From the line with "1798px,274px 1823px,230px 1870px,203px" to the line with "1852px,338px 1879px,289px 1931px,260px", retype every line exactly, including those two, and leave out the rest of the data below.

Collected data
--- START ---

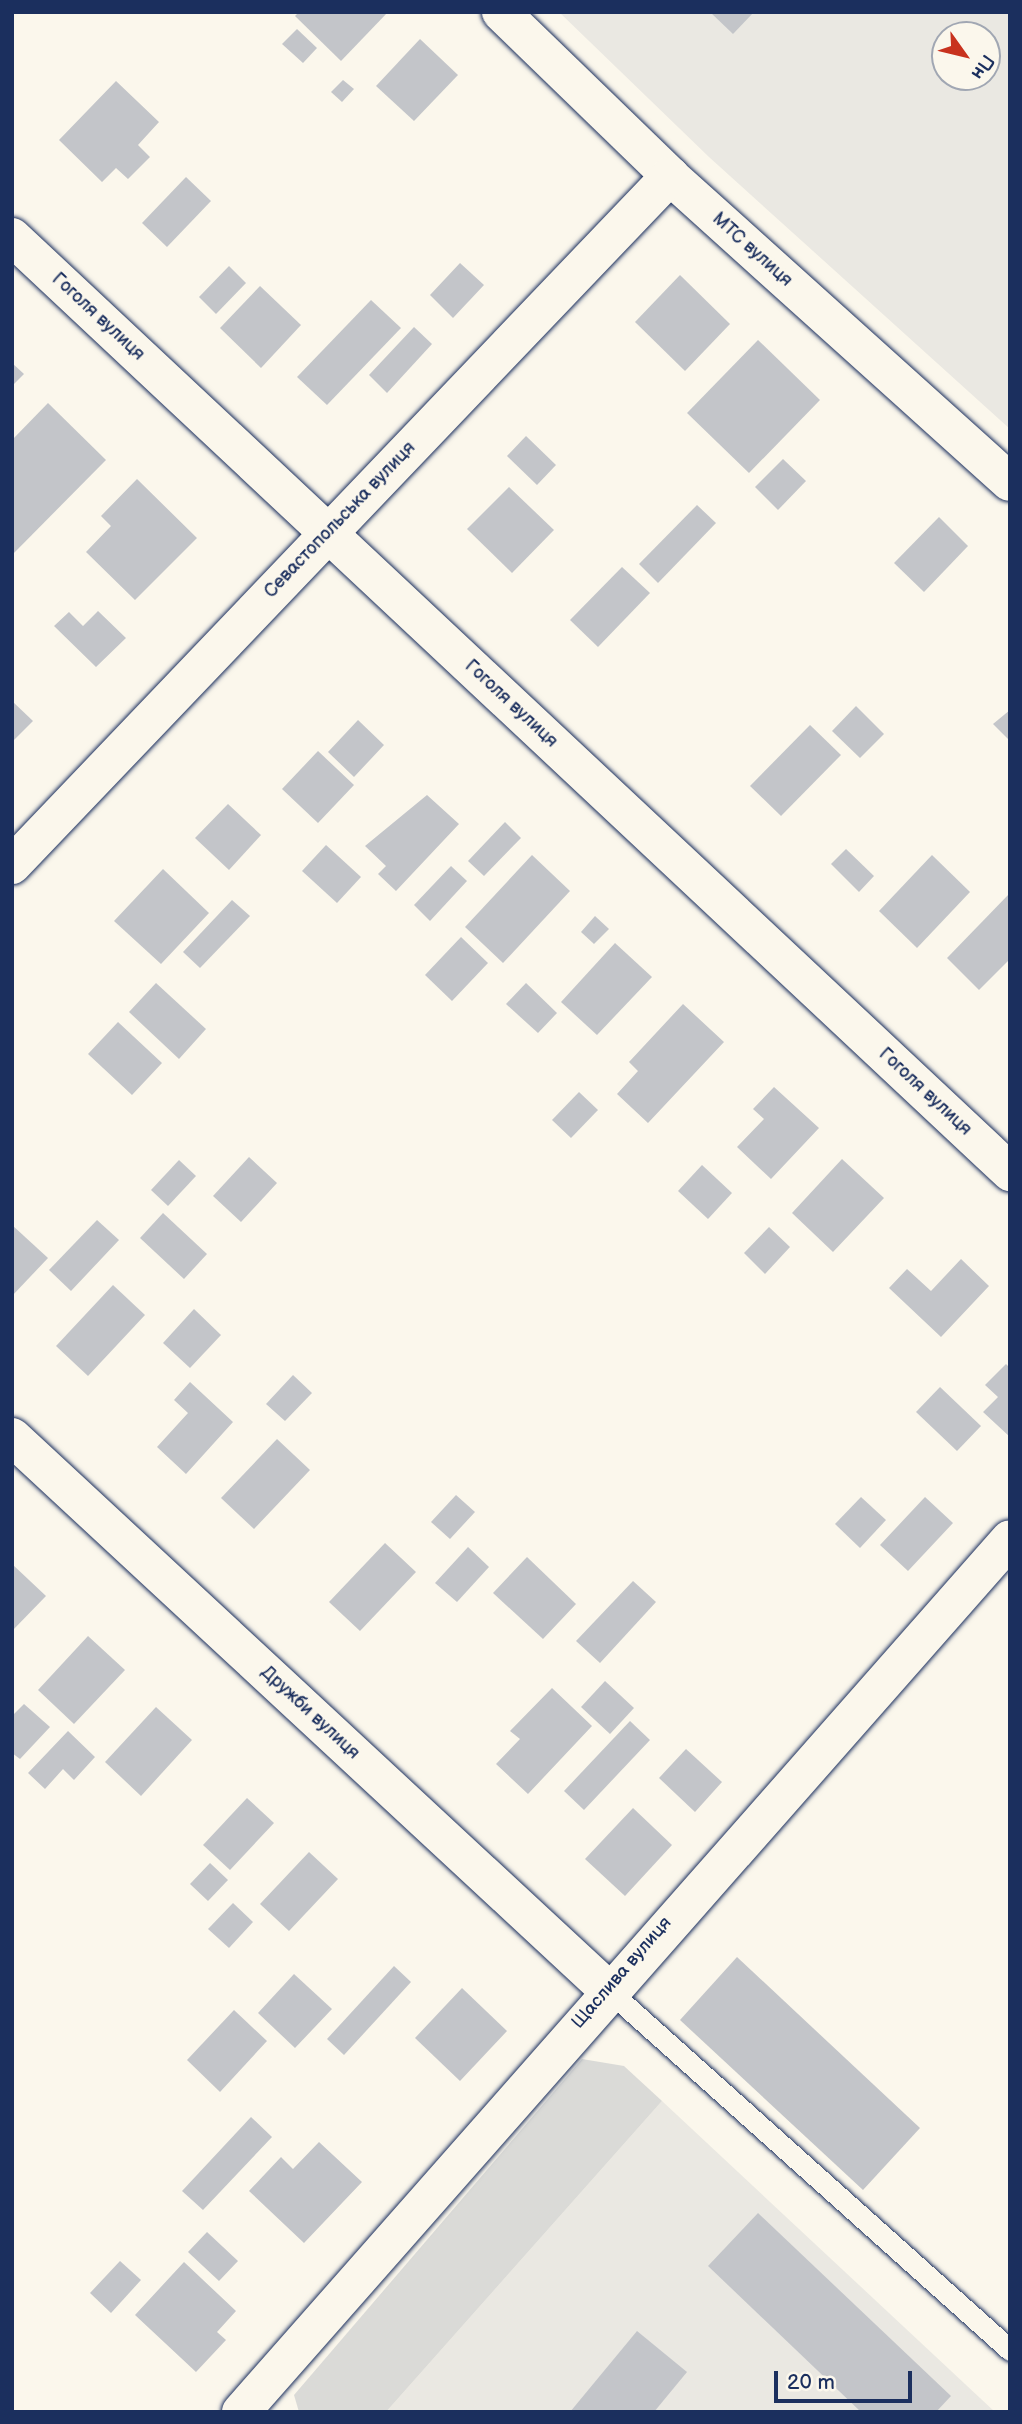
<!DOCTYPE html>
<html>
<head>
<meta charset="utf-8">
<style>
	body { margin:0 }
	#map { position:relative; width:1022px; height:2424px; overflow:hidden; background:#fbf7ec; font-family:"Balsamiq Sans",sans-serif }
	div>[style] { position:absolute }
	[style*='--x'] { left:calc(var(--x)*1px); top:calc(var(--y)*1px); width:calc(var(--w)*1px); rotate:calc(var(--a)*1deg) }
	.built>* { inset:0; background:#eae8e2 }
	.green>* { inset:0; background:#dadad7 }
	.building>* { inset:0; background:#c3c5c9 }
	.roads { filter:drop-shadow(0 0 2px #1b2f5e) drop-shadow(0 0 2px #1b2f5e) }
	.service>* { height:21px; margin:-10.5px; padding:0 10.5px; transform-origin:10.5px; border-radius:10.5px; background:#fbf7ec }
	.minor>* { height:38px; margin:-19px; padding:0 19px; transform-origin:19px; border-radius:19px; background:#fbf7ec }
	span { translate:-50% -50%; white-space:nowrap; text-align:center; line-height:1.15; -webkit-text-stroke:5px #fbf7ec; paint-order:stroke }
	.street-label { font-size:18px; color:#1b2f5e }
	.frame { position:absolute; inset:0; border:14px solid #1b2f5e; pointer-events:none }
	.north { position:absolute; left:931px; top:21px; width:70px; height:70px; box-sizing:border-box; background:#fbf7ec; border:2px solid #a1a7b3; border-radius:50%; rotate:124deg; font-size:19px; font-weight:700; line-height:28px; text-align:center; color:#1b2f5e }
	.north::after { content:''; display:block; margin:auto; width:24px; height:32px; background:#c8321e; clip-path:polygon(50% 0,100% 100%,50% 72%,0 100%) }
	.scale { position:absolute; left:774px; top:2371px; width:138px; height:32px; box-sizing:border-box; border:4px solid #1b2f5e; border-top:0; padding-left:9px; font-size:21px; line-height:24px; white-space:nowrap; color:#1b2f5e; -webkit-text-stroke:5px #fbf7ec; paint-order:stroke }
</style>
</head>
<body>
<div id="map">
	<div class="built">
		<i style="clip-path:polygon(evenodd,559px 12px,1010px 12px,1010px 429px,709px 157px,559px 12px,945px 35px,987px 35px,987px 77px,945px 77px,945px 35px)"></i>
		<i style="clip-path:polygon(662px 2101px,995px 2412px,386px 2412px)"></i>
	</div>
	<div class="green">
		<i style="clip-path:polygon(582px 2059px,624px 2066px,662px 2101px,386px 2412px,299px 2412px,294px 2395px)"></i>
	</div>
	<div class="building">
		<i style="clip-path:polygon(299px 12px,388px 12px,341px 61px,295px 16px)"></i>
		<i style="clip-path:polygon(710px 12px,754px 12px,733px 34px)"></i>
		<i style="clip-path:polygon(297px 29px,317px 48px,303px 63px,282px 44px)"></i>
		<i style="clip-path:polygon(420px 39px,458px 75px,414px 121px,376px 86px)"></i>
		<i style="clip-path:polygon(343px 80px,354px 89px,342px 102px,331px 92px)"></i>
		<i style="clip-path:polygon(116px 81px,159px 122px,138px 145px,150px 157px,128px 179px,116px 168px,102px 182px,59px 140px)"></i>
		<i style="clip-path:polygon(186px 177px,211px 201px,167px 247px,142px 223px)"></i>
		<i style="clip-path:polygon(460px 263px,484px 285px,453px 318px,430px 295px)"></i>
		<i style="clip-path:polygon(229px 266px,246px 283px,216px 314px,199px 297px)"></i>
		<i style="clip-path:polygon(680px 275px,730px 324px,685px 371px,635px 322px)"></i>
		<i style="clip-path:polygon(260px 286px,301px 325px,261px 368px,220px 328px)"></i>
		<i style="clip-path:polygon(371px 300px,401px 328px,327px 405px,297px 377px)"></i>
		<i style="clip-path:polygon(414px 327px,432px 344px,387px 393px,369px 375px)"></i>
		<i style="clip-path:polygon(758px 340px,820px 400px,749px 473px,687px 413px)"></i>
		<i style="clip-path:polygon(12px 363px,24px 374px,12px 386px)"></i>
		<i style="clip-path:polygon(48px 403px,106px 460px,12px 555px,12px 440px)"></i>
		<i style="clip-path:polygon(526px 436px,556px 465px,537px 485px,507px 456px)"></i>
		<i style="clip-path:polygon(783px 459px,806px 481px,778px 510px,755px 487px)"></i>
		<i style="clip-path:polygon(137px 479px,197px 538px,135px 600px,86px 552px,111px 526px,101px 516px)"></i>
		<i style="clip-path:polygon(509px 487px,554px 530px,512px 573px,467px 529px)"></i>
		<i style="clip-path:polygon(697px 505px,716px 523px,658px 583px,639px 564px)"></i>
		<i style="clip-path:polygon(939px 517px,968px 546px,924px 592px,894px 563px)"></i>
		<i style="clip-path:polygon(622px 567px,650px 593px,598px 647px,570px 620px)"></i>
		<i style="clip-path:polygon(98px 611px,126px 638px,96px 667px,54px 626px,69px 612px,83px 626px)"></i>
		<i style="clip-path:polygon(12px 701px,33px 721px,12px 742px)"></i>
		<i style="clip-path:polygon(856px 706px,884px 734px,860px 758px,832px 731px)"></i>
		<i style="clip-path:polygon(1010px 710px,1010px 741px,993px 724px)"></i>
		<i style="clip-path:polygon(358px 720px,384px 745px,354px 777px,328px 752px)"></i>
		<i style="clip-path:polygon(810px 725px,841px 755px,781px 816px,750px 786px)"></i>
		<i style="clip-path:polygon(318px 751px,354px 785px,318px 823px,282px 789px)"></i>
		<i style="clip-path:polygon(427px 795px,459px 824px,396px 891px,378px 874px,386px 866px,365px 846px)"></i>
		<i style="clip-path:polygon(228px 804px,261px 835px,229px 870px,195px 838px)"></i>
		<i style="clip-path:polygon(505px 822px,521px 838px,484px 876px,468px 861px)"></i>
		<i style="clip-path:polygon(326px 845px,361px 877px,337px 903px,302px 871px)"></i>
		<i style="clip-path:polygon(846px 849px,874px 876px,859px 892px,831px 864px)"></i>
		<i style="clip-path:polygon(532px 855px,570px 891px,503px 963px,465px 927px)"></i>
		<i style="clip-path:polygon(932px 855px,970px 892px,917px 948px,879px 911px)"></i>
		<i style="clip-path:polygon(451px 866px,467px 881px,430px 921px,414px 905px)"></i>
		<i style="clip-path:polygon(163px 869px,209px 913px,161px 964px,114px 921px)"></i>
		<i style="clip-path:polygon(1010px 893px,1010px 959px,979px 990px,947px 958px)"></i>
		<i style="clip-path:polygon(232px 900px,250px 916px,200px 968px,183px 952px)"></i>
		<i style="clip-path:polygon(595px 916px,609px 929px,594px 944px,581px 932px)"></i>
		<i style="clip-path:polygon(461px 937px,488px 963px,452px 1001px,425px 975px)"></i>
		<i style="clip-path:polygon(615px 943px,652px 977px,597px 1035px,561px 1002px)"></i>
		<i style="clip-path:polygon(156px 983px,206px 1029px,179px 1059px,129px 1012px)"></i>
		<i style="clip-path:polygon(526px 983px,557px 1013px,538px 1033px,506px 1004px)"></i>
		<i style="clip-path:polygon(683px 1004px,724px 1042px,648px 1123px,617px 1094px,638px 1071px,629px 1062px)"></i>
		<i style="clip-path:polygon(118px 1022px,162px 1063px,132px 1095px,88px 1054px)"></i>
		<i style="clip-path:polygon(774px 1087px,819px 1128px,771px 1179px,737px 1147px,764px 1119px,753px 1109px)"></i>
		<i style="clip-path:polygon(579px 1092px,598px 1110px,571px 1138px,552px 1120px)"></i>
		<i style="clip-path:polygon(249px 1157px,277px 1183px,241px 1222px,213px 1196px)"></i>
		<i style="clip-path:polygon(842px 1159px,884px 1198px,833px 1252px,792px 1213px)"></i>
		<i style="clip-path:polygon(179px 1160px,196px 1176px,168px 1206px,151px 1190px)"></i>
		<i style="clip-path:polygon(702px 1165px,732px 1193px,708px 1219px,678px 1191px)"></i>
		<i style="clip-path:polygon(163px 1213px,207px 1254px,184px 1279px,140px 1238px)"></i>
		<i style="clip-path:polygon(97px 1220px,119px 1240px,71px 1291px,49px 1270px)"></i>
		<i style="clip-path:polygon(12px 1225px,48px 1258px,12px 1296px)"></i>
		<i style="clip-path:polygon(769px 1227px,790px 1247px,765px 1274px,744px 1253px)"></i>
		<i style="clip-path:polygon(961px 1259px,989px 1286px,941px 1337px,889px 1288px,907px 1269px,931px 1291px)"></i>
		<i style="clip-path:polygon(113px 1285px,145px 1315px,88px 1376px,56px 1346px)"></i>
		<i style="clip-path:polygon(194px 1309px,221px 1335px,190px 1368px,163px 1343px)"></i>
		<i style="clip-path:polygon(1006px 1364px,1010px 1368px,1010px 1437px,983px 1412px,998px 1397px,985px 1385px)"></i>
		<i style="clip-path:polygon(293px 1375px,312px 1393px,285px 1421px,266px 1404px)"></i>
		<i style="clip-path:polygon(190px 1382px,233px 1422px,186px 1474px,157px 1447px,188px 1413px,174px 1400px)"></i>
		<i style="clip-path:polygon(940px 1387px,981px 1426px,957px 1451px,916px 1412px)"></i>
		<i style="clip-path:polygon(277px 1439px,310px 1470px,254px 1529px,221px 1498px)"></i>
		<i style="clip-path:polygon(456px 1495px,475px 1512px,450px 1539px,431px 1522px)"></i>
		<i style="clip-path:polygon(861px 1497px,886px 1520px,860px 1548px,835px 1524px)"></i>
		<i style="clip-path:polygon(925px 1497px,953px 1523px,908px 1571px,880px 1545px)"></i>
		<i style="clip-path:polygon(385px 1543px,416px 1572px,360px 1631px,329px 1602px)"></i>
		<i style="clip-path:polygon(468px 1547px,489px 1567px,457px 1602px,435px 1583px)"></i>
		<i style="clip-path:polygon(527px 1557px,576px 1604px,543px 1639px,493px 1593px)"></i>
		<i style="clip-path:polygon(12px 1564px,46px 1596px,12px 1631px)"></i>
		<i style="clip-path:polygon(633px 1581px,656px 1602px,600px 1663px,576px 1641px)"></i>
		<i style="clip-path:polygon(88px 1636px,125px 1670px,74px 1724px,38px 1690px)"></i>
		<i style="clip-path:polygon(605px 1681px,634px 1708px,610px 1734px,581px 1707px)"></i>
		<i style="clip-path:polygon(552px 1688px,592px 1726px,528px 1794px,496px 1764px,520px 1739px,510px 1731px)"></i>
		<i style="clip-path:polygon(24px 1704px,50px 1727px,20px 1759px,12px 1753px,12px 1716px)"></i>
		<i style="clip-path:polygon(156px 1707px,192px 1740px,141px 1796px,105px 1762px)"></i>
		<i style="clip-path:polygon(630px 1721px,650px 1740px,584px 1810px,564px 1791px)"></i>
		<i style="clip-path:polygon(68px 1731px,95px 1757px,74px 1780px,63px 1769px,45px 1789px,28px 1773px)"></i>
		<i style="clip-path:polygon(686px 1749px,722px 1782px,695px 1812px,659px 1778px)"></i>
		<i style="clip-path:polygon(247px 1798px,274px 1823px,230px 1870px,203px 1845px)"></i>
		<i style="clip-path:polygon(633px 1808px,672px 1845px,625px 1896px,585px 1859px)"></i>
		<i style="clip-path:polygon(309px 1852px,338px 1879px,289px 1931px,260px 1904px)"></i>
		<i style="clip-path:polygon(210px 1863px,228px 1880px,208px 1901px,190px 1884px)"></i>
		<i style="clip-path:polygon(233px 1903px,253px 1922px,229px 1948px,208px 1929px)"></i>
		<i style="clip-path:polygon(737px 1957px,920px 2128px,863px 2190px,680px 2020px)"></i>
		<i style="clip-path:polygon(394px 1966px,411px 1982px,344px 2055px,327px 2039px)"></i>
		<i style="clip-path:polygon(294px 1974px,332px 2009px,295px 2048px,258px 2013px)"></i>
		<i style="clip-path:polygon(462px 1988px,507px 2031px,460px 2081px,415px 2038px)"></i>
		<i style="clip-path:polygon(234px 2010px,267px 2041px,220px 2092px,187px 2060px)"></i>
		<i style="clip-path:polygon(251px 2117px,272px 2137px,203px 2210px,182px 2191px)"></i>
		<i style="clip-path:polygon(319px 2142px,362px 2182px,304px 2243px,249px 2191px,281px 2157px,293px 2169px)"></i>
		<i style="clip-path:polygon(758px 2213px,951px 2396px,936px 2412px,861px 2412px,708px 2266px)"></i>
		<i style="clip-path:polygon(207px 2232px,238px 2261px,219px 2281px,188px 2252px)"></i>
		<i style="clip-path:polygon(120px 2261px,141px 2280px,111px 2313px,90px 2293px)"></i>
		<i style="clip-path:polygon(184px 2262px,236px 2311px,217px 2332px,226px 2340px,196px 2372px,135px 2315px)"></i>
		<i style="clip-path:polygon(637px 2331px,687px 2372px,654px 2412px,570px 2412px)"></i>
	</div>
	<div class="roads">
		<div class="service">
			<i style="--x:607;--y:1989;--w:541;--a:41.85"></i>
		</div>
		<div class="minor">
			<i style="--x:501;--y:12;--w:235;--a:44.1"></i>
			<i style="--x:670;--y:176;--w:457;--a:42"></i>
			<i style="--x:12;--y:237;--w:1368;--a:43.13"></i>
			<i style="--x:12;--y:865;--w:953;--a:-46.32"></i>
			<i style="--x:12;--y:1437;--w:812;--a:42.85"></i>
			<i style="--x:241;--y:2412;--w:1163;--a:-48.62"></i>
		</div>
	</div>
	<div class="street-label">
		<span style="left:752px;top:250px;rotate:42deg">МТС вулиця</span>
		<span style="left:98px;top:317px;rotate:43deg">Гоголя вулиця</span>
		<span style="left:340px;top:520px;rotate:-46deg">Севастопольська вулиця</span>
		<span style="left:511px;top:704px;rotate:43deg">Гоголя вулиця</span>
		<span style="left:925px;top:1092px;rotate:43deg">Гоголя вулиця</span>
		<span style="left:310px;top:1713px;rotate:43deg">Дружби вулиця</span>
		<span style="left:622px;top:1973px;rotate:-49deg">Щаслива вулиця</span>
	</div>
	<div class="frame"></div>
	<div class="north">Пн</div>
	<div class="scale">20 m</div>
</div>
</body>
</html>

--- END ---

■ Written response:
		<i style="clip-path:polygon(247px 1798px,274px 1823px,230px 1870px,203px 1845px)"></i>
		<i style="clip-path:polygon(633px 1808px,672px 1845px,625px 1896px,585px 1859px)"></i>
		<i style="clip-path:polygon(309px 1852px,338px 1879px,289px 1931px,260px 1904px)"></i>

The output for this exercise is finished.